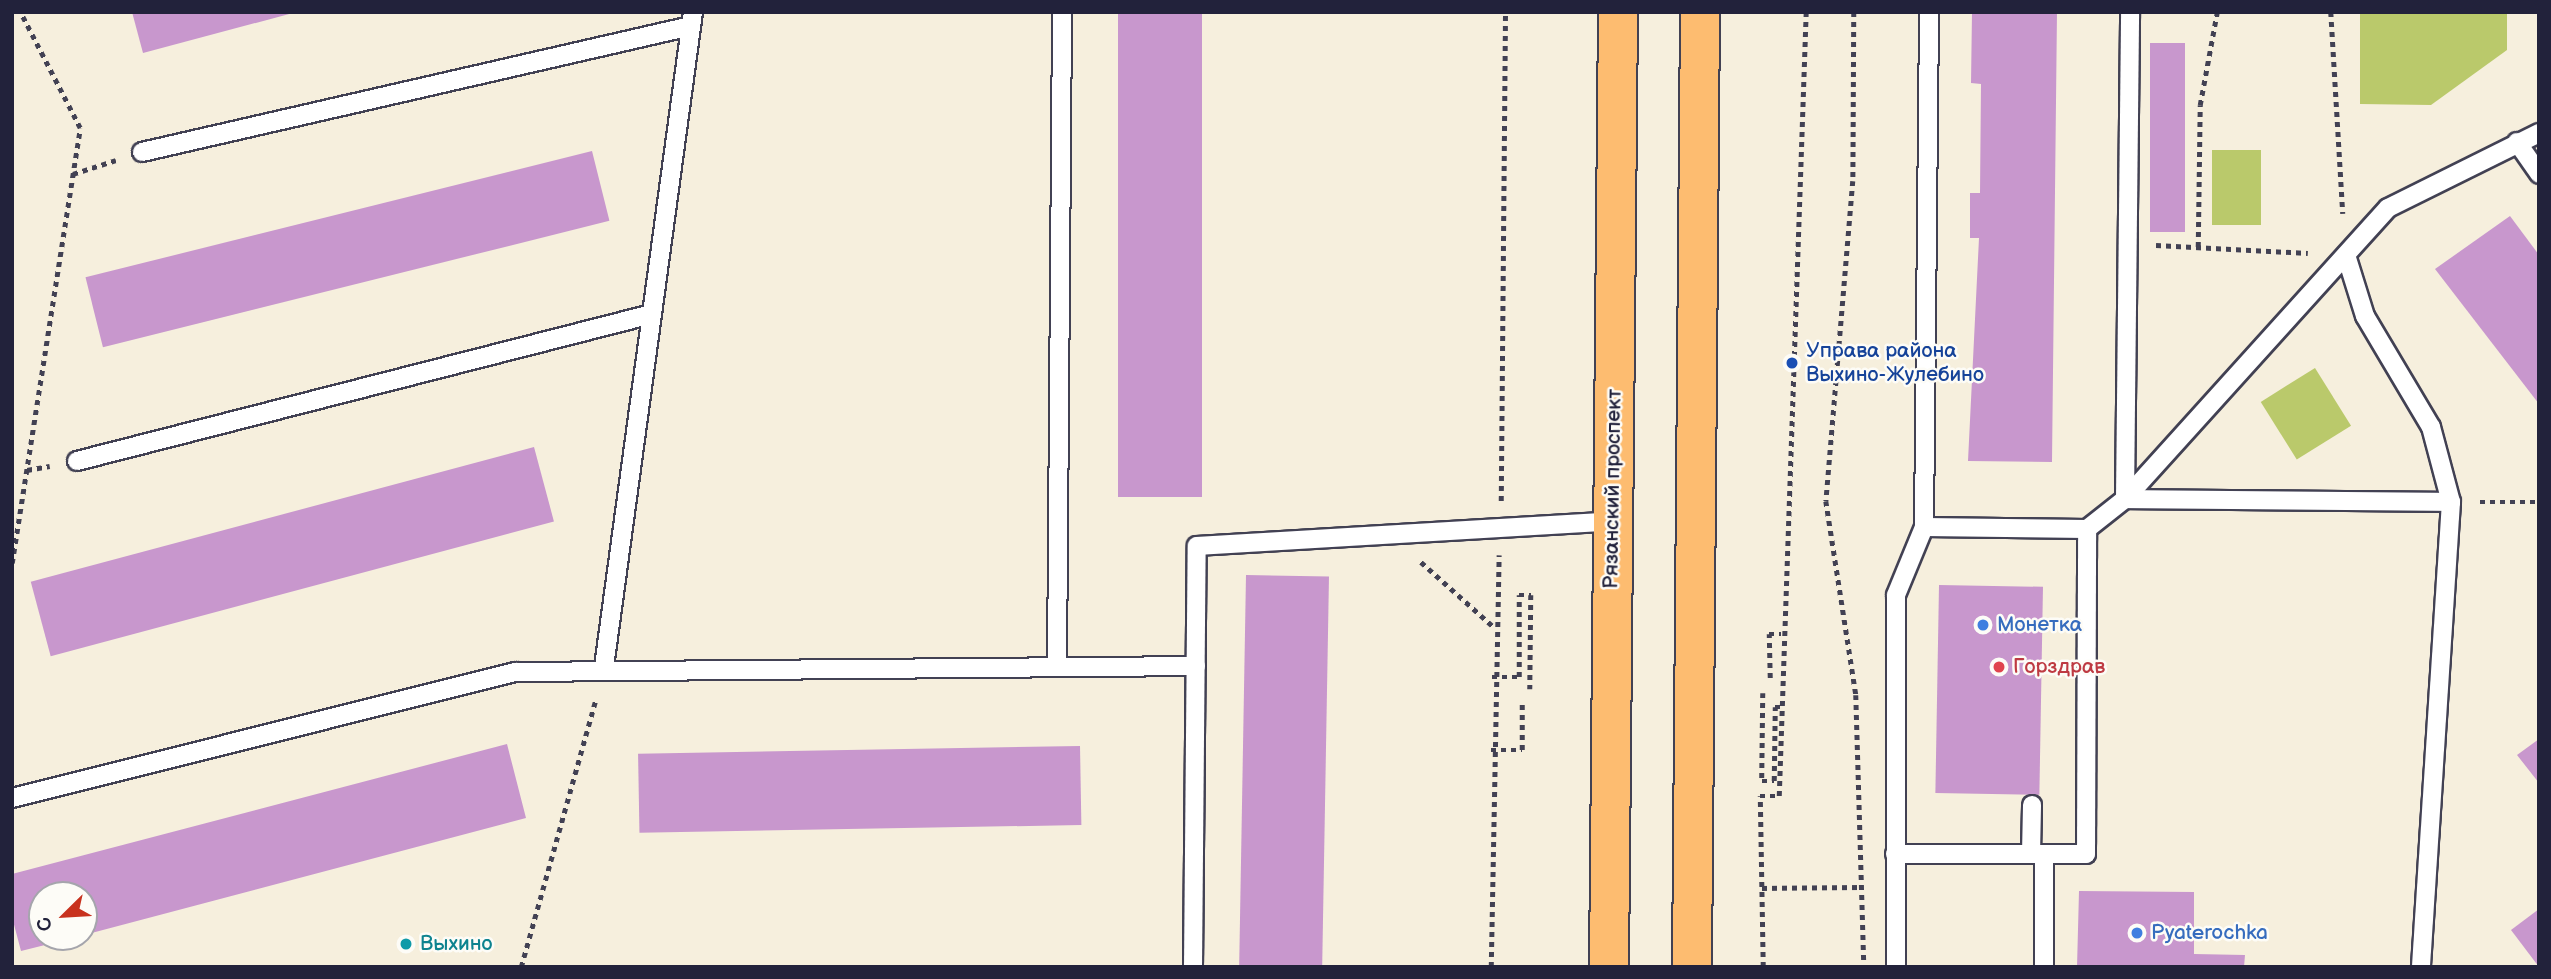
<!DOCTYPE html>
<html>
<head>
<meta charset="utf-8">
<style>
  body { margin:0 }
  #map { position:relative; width:2551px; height:979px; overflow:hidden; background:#f6efdd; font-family:"Balsamiq Sans",sans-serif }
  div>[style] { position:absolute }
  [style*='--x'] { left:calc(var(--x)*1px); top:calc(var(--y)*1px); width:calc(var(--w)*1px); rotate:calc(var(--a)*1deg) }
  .green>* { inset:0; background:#bac96b; transform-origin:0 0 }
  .building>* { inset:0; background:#c897cd; transform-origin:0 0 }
  .path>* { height:4.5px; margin-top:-2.25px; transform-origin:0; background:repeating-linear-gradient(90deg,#424153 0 5px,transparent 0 10px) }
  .roads { filter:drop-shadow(2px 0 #424153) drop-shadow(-2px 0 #424153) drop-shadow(0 2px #424153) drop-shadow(0 -2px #424153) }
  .lane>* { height:18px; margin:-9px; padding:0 9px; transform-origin:9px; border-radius:9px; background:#fff }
  .primary>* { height:38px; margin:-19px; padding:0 19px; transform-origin:19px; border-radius:19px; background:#fdbc70 }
  .dots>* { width:19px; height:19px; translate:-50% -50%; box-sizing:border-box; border:4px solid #fdfcf7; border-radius:50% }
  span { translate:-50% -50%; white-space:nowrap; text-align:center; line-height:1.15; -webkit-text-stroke:5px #fdfcf7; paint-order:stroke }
  .transit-label { font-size:21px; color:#164399 }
  .left { translate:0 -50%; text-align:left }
  .street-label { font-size:21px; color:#22223b }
  .shop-label { font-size:21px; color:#366cbe }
  .health-label { font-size:21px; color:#be3a42 }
  .culture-label { font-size:21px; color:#0d838f }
  .frame { position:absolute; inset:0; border:14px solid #22223b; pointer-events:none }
  .north { position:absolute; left:28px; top:881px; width:70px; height:70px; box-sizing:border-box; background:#fdfcf7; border:2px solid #a5a5ac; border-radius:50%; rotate:246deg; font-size:19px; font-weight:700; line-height:28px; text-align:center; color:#22223b }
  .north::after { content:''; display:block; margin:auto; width:24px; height:32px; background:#c8321e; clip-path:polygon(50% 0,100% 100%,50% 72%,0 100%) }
</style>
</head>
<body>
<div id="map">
  <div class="green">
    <div style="clip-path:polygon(2360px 12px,2507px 12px,2507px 50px,2431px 105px,2360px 104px)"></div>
    <div style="left:2212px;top:150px;width:49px;height:75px"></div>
    <div style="left:2315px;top:368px;width:68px;height:64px;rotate:58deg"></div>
  </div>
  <div class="building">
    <div style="clip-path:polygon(132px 12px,293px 12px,293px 13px,143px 53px)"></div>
    <div style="left:1118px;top:12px;width:84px;height:485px"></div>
    <div style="clip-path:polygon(1972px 12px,2057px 12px,2052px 462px,1968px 461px,1979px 238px,1970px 238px,1970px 193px,1980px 193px,1981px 84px,1971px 83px)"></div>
    <div style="left:2150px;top:43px;width:35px;height:189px"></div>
    <div style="left:592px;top:151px;width:72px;height:522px;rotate:76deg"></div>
    <div style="clip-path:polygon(2510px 216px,2539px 255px,2539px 404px,2435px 269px)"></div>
    <div style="left:534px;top:447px;width:77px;height:521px;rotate:75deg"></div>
    <div style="left:1246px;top:575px;width:83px;height:392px;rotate:1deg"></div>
    <div style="left:1939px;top:585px;width:104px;height:208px;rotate:1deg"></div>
    <div style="clip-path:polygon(2539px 739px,2539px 783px,2517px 755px)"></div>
    <div style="clip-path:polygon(507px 744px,526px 818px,84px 935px,84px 895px,42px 895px,42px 937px,73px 938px,21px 951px,12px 917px,12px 874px)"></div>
    <div style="left:1080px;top:746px;width:79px;height:442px;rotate:89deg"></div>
    <div style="clip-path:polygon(2079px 891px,2194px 892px,2194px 954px,2245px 955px,2244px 967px,2077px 967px)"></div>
    <div style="clip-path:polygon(2539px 909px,2539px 967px,2511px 930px)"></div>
  </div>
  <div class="path">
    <div style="--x:1854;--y:12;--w:169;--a:90.3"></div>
    <div style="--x:1853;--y:181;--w:321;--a:94.8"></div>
    <div style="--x:1826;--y:501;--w:196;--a:81.2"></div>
    <div style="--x:1856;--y:695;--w:272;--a:88.3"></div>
    <div style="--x:2331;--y:12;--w:202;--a:86.6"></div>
    <div style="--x:73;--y:174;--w:45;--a:-18"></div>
    <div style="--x:2156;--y:245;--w:152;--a:3"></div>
    <div style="--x:2198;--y:247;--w:142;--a:-89.2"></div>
    <div style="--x:2200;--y:105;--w:95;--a:-79.6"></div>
    <div style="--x:27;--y:470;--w:23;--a:-10"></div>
    <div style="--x:1501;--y:501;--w:489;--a:-89.5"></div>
    <div style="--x:2480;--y:502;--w:59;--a:0"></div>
    <div style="--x:1421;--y:562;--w:99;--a:41.7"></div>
    <div style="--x:12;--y:563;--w:440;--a:-81.1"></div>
    <div style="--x:80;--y:128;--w:131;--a:-117.3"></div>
    <div style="--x:1492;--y:677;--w:27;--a:0"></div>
    <div style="--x:1519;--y:677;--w:82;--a:-90"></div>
    <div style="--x:1519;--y:595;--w:12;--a:0"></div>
    <div style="--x:1531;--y:595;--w:94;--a:90.6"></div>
    <div style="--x:1770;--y:678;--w:44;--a:-91.3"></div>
    <div style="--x:1769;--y:634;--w:12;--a:0"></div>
    <div style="--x:1763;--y:693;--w:88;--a:90.7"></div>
    <div style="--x:1762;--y:781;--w:12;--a:0"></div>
    <div style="--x:1774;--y:781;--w:74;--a:-89.2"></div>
    <div style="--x:1775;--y:707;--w:5;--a:0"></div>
    <div style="--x:1491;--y:750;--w:31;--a:0"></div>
    <div style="--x:1522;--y:750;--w:47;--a:-90"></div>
    <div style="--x:1762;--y:888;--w:101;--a:-0.6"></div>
    <div style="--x:521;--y:967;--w:279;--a:-74.4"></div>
    <div style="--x:1491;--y:967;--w:412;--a:-88.9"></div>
    <div style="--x:1763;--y:967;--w:171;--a:-91"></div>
    <div style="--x:1760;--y:796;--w:19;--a:0"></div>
    <div style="--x:1779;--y:796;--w:784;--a:-88.03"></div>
  </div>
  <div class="roads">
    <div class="lane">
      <div style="--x:2517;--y:142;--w:39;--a:55"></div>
      <div style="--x:142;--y:152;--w:563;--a:-12.93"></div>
      <div style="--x:2346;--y:255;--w:64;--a:72.7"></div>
      <div style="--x:2365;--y:316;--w:129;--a:59.3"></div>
      <div style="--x:2431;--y:427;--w:78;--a:75.1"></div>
      <div style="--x:2451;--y:502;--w:466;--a:93.7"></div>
      <div style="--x:77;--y:461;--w:593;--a:-14.34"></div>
      <div style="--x:2125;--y:499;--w:392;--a:-47.9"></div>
      <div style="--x:2388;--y:208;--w:169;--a:-26.4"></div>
      <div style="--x:2125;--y:499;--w:487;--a:-89.4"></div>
      <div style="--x:1924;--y:527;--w:163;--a:0.7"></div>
      <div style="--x:2087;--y:529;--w:48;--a:-38.3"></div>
      <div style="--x:2125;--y:499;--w:326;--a:0.5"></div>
      <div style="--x:1057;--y:666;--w:654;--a:-89.56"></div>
      <div style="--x:604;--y:667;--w:661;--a:-82.26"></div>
      <div style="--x:12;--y:798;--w:519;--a:-14.06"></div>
      <div style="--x:515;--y:672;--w:681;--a:-0.5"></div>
      <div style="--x:1895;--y:854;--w:149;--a:0"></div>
      <div style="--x:2044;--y:854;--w:113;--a:90"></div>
      <div style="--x:2031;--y:854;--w:49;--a:-88.8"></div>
      <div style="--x:2044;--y:854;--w:42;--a:0"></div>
      <div style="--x:2086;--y:854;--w:325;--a:-89.8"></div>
      <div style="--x:1193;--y:967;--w:421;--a:-89.5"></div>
      <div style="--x:1197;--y:546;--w:417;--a:-3.4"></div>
      <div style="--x:1896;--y:967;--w:372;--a:-90"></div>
      <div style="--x:1896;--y:595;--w:74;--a:-67.6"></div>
      <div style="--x:1924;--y:527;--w:515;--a:-89.44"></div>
    </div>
    <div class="primary">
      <div style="--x:1609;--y:967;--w:955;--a:-89.46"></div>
      <div style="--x:1692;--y:967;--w:955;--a:-89.52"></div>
    </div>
  </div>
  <div class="dots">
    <div style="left:1792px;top:363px;background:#1a4fb4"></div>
    <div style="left:1983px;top:625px;background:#3f7fe0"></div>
    <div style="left:1999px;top:667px;background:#e0444e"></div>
    <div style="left:2137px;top:933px;background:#3f7fe0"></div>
    <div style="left:406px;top:944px;background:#0f9aa8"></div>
  </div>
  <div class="transit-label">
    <span class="left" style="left:1806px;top:363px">Управа района<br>Выхино-Жулебино</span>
  </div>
  <div class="street-label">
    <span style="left:1613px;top:489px;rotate:-89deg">Рязанский проспект</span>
  </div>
  <div class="shop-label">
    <span class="left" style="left:1997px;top:625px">Монетка</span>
    <span class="left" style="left:2151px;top:933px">Pyaterochka</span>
  </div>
  <div class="health-label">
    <span class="left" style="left:2013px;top:667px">Горздрав</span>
  </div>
  <div class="culture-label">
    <span class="left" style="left:420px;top:944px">Выхино</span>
  </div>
  <div class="frame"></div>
  <div class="north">С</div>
</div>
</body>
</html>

• Work instructions
From the line holding "inset:0; background:#bac96b; transform-origin:0" to the line holding "filter:drop-shadow(2px 0 #424153)", inclusive, restate each line above exactly as written.

• The completed task
  .green>* { inset:0; background:#bac96b; transform-origin:0 0 }
  .building>* { inset:0; background:#c897cd; transform-origin:0 0 }
  .path>* { height:4.5px; margin-top:-2.25px; transform-origin:0; background:repeating-linear-gradient(90deg,#424153 0 5px,transparent 0 10px) }
  .roads { filter:drop-shadow(2px 0 #424153) drop-shadow(-2px 0 #424153) drop-shadow(0 2px #424153) drop-shadow(0 -2px #424153) }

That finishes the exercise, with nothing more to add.